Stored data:
☆ ☆ ☆ ☆ ☆ ☆ ☆

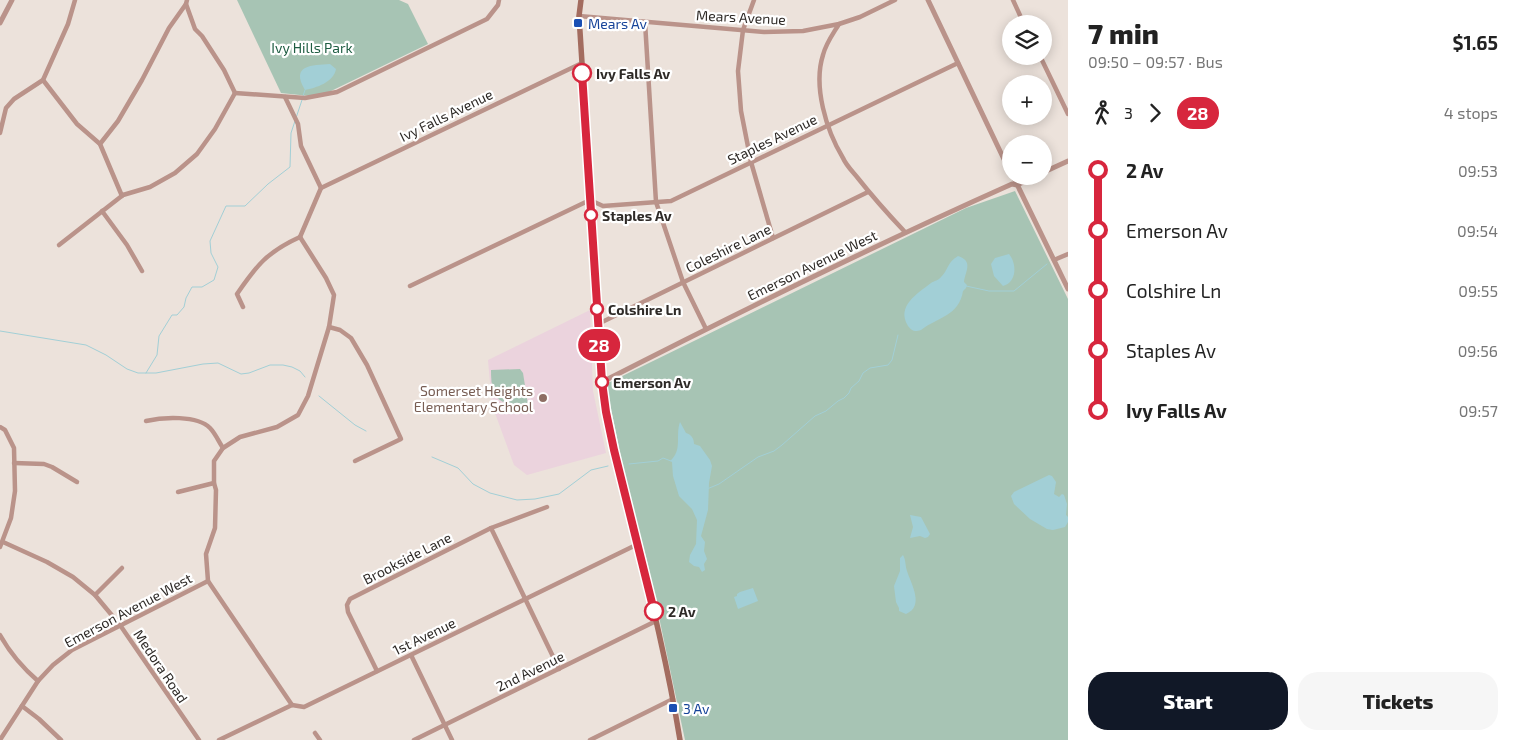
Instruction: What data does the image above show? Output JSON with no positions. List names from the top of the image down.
{
  "streets": {
    "street": [
      "Mears Avenue",
      "Ivy Falls Avenue",
      "Staples Avenue",
      "Coleshire Lane",
      "Emerson Avenue West",
      "Brookside Lane",
      "1st Avenue",
      "Medora Road",
      "2nd Avenue"
    ]
  },
  "crossings": [
    ["Emerson Avenue West", "Medora Road"],
    ["Brookside Lane", "1st Avenue"]
  ],
  "parks": ["Ivy Hills Park"],
  "places": {
    "transit": ["Mears Av", "3 Av"],
    "other": [
      "Ivy Falls Av",
      "Staples Av",
      "Colshire Ln",
      "Emerson Av",
      "Somerset Heights Elementary School",
      "2 Av"
    ]
  },
  "lines": ["bus line 28"],
  "page": {
    "on_map": "28",
    "heading": ["7 min", "09:50 – 09:57 · Bus", "$1.65"],
    "map_buttons": ["+", "−"],
    "legs": ["3", "28", "4 stops"],
    "list": [
      {
        "name": "2 Av",
        "value": "09:53"
      },
      {
        "name": "Emerson Av",
        "value": "09:54"
      },
      {
        "name": "Colshire Ln",
        "value": "09:55"
      },
      {
        "name": "Staples Av",
        "value": "09:56"
      },
      {
        "name": "Ivy Falls Av",
        "value": "09:57"
      }
    ],
    "buttons": ["Start", "Tickets"]
  }
}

☆ ☆ ☆ ☆ ☆ ☆ ☆

Leave every picture out and output the records exactly.

Instruction: What data does the image above show? Output JSON with no positions. List names from the top of the image down.
{
  "streets": {
    "street": [
      "Mears Avenue",
      "Ivy Falls Avenue",
      "Staples Avenue",
      "Coleshire Lane",
      "Emerson Avenue West",
      "Brookside Lane",
      "1st Avenue",
      "Medora Road",
      "2nd Avenue"
    ]
  },
  "crossings": [
    ["Emerson Avenue West", "Medora Road"],
    ["Brookside Lane", "1st Avenue"]
  ],
  "parks": ["Ivy Hills Park"],
  "places": {
    "transit": ["Mears Av", "3 Av"],
    "other": [
      "Ivy Falls Av",
      "Staples Av",
      "Colshire Ln",
      "Emerson Av",
      "Somerset Heights Elementary School",
      "2 Av"
    ]
  },
  "lines": ["bus line 28"],
  "page": {
    "on_map": "28",
    "heading": ["7 min", "09:50 – 09:57 · Bus", "$1.65"],
    "map_buttons": ["+", "−"],
    "legs": ["3", "28", "4 stops"],
    "list": [
      {
        "name": "2 Av",
        "value": "09:53"
      },
      {
        "name": "Emerson Av",
        "value": "09:54"
      },
      {
        "name": "Colshire Ln",
        "value": "09:55"
      },
      {
        "name": "Staples Av",
        "value": "09:56"
      },
      {
        "name": "Ivy Falls Av",
        "value": "09:57"
      }
    ],
    "buttons": ["Start", "Tickets"]
  }
}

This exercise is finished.